Empire AI Cluster Information¶
The alpha+ and beta systems of the Empire AI Consortium are in production. System specifications for both the clusters are in the Empire AI Alpha+ Beta announcement.
This page provides information specific to University at Buffalo users of the Empire AI systems. Please refer to the Empire AI documentation for all technical usage and general policy information.
Support¶
All requests for help should be emailed to help @ empire-ai.org. A subset of CCR staff assist with supporting UB researchers and their group members with non-system related questions on Empire AI clusters. If we're able, we will respond to your ticket. If you are having a system issue, we will help facilitate a resolution with the Empire AI system administrators but do not have elevated privileges on the Empire AI clusters.
If you are using CCR's systems to prepare to onboard to Empire AI and need assistance with that, please submit a ticket to CCR Help.

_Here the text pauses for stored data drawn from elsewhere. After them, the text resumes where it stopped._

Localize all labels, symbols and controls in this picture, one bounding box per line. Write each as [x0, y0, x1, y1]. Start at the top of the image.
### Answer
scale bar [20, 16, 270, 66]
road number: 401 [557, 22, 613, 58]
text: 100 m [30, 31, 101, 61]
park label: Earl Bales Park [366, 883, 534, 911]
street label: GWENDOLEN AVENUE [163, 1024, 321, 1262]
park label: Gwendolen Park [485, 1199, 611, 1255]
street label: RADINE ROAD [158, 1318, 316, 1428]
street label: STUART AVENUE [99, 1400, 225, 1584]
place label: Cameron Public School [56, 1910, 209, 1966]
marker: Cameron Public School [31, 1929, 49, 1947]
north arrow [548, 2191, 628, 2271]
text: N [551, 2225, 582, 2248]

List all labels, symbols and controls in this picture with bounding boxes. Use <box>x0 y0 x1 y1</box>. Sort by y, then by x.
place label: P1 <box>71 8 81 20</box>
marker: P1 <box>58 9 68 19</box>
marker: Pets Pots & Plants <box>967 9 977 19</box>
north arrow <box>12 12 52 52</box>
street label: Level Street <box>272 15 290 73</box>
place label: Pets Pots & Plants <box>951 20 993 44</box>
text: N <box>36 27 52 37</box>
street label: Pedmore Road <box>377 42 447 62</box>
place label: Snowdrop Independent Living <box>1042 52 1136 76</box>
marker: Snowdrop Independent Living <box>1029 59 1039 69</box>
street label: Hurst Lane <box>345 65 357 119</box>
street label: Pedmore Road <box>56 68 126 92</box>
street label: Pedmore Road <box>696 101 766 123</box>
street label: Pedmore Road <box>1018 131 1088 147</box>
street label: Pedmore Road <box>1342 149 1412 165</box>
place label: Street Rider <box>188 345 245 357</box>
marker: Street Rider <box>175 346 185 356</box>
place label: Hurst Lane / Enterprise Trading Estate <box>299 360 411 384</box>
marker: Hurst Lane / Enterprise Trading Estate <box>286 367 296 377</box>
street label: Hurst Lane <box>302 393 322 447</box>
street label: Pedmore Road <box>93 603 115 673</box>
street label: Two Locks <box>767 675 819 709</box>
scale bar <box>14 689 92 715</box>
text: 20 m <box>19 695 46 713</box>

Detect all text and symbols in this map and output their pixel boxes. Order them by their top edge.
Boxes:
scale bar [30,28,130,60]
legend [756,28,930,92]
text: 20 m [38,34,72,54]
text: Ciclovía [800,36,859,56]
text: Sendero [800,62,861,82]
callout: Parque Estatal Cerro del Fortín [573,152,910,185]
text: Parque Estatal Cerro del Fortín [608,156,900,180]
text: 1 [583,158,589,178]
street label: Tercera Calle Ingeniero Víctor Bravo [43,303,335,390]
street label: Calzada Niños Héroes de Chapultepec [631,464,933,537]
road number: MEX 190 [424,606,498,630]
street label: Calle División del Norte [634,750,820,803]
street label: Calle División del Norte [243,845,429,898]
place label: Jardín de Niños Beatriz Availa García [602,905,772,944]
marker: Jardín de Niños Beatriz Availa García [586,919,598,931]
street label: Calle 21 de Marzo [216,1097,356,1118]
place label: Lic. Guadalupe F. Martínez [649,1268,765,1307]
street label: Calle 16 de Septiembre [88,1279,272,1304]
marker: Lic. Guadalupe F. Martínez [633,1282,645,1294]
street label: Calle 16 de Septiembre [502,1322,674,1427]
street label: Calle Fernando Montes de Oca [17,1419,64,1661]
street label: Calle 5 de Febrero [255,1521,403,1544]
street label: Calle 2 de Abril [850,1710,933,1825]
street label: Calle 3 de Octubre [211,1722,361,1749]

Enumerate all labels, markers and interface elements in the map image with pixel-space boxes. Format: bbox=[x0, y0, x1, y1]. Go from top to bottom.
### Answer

Call for Allocation Proposals¶
Access to Empire AI resources is done via allocations and is organized under collaborating institutions. UB's allocations fall under the SUNY umbrella. Requests for proposals for access to Empire AI resources are currently CLOSED for early 2026. We anticipate another round of allocation RFPs to be initiated later this year. This will be communicated to UB Principal Investigators (PIs) from the VPR's office.
Allocations¶
Currently, the process of awarding SUNY allocations is reviewed by SUNY following campus recommendations. UB's Empire AI allocation committee has reviewed all proposal applications for the Fall 2025 call for proposals and SUNY has selected which projects across the institution are to be awarded with allocations on the Empire AI Alpha+ and Beta clusters. Applicants have been notified by the UB allocations committee as to the results of the review process.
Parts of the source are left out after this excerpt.